**Problem to work on:** Could every line below be transcribed exactly, with the pictures dropped?

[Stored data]

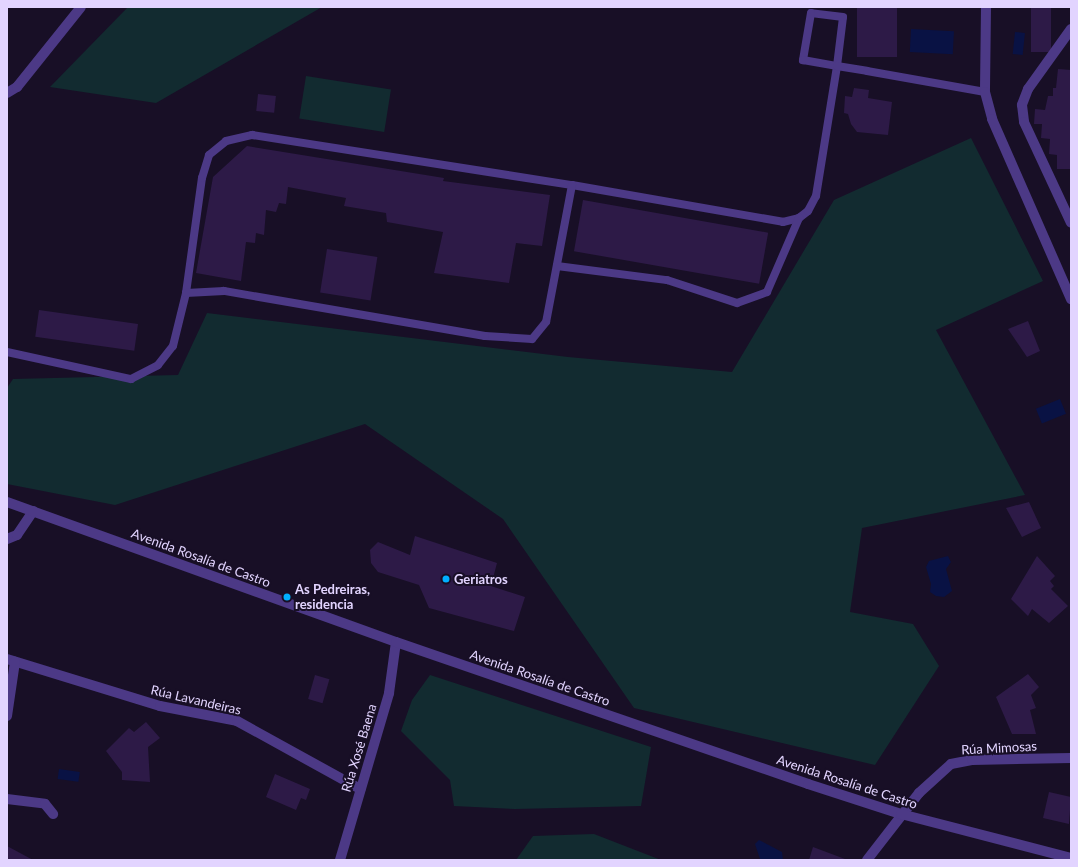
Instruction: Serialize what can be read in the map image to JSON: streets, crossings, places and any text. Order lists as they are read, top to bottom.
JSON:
{
  "streets": {
    "street": [
      "Avenida Rosalía de Castro",
      "Rúa Lavandeiras",
      "Rúa Xosé Baena",
      "Rúa Mimosas"
    ]
  },
  "crossings": [
    ["Avenida Rosalía de Castro", "Rúa Xosé Baena"],
    ["Avenida Rosalía de Castro", "Rúa Mimosas"],
    ["Rúa Lavandeiras", "Rúa Xosé Baena"]
  ],
  "places": ["Geriatros", "As Pedreiras, residencia"]
}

**Task solution:**
Instruction: Serialize what can be read in the map image to JSON: streets, crossings, places and any text. Order lists as they are read, top to bottom.
JSON:
{
  "streets": {
    "street": [
      "Avenida Rosalía de Castro",
      "Rúa Lavandeiras",
      "Rúa Xosé Baena",
      "Rúa Mimosas"
    ]
  },
  "crossings": [
    ["Avenida Rosalía de Castro", "Rúa Xosé Baena"],
    ["Avenida Rosalía de Castro", "Rúa Mimosas"],
    ["Rúa Lavandeiras", "Rúa Xosé Baena"]
  ],
  "places": ["Geriatros", "As Pedreiras, residencia"]
}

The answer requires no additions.